Così, il fatto che un bene pubblico sia già
disponibile in una certa quantità può essere un fattore capace di
stimolare positivamente la disponibilità dei cittadini a finanziare
un’espansione del bene stesso. Ad esempio, i nostri contributi per il
potenziamento della biblioteca della nostra città saranno, maggiori quanto più
ricca di volumi la biblioteca è in partenza. In maniera simile, si ritiene, che non vi siano dubbi sul fatto
che la preziosità delle sue collezioni sia un fattore decisivo nello
spiegare l’alta propensione a
contribuire rivelata dai visitatori del British Museum.
Questi esempi mostrano che la validità dell’assunzione di sensitività decrescente non è subordinata al fatto che un “guadagno” corrisponda a una “parte mancante” — anche se tale circostanza può certamente rafforzare le sue implicazioni — ma in maniera più generale, essa richiede che la decisione di investire in un bene si misuri effettivamente in relazione alla sua disponibilità iniziale, ovvero dal fatto che certi endowment rappresentino davvero dei reference per l’individuo.
Se pure i reference corrispondono tecnicamente a initial
endowment o status quo, tuttavia, alla loro formazione concorrono
altri fattori, quali: aspirazioni, aspettative, norme sociali, morali,
politiche o altro.
§ 2.2-Egoista sociale e esternalità psicologiche.
In molte situazioni, sebbene perfettamente consci dei vantaggi “economici” che potremmo godere anteponendo i nostri interessi privati a quelli della società nel suo complesso, ci troviamo tuttavia incapaci di agire in modo completamente egoistico. Di più, tale incapacità è tanto maggiore quando vediamo anche “gli altri agenti” esserne affetti. In altre parole, è come se i contributi degli altri agenti producessero “un’esternalità psicologica” positiva sulla nostra propensione a contribuire.
E quest’ultimo aspetto di questa considerazione
introspettiva ad essere in particolare contrasto con l’ipotesi di razionalità
classica, secondo cui, al contrario, tanto maggiore è quello che “gli altri”
fanno per la società, tanto minore sarà quello che faremo “noi stessi”.
Una simile incompatibilità tra predizioni teoriche
e comportamenti individuali nei confronti dell’interesse comune e, più in
particolare, dei beni pubblici è stata notata da diversi autori[22].
La teoria
dell’utilità dipendente dal reference affinché abbia davvero valore
predittivo/esplicativo, è necessario che un individuo valuti effettivamente i
beni in termini di variazioni dall’initial endowment; e perché questo
avvenga bisogna che i beni in questione siano caratterizzati da un forte
spessore psicologico.

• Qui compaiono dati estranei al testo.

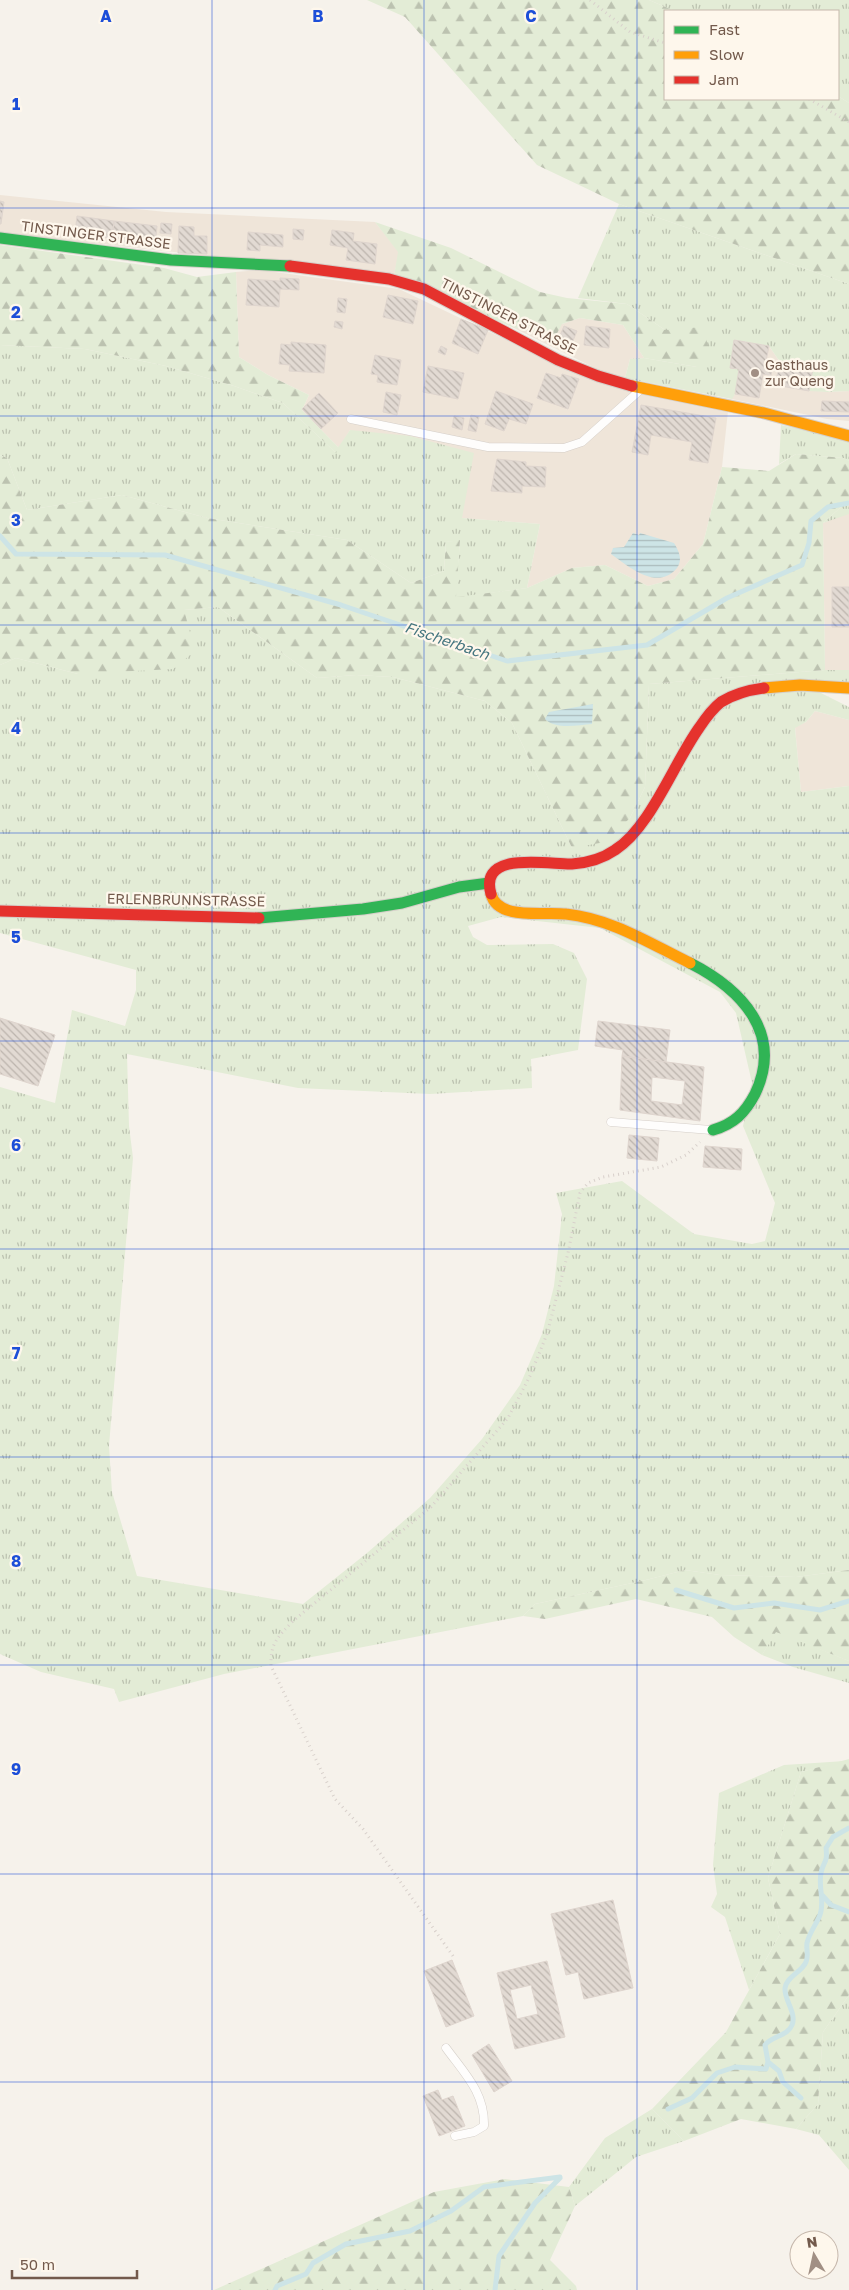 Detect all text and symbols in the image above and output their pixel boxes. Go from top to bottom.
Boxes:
text: A [100,6,112,26]
text: B [312,6,324,26]
text: C [525,6,537,26]
legend [664,10,839,100]
text: Fast [709,20,740,38]
text: Slow [709,45,744,63]
text: Jam [709,70,739,88]
text: 1 [12,94,20,114]
street label: TINSTINGER STRASSE [20,217,172,252]
street label: TINSTINGER STRASSE [438,274,580,357]
text: 2 [11,302,21,322]
place label: Gasthaus zur Queng [765,356,834,389]
marker: Gasthaus zur Queng [749,367,761,379]
text: 3 [11,510,21,530]
water label: Fischerbach [403,617,493,663]
text: 4 [11,718,21,738]
street label: ERLENBRUNNSTRASSE [107,890,265,909]
text: 5 [11,927,21,947]
text: 6 [11,1135,21,1155]
text: 7 [12,1343,21,1363]
text: 8 [11,1551,21,1571]
text: 9 [11,1759,21,1779]
north arrow [789,2230,839,2280]
text: N [805,2232,818,2251]
scale bar [12,2248,138,2280]
text: 50 m [20,2255,55,2273]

Esso può essere generato da particolari aspirazioni
individuali, come risulta evidente nell’esempio del collezionista di
francobolli, il quale, dopo l’acquisto dell’ultima serie, rimira la propria
collezione e considera quali altri francobolli comprare per renderla ancora più
preziosa.
Ma può essere generato anche da aspirazioni
collettive di vario tipo. Si è fatto riferimento all’alto profilo culturale ed
artistico che può rendere ragione dell’effetto di reference nell’ambito,
rispettivamente, delle donazioni ad una biblioteca o ad un museo come il
British Museum. “Ma più generalmente, la teoria del reference dependence è,
secondo noi, particolarmente adatta all’analisi dei beni pubblici proprio
perché lo stesso fatto di essere “pubblici” fa apparire tali beni agli occhi
degli individui sotto una luce del tutto particolare[23]”.
Altri esempi sono rappresentati da fenomeni di
simpatia, solidarietà, tendenza all’imitazione o anche all’invidia.
In ogni caso quello che conta è che tali situazioni
psicologiche inducono gli individui a considerare il contributo degli “altri”
— che tecnicamente costituisce il nostro initial endowement di bene
pubblico ¾ come una sorta
di termine di comparazione o una norma sociale, in altre parole un
reference, rispetto al quale commisurare la nostra personale donazione.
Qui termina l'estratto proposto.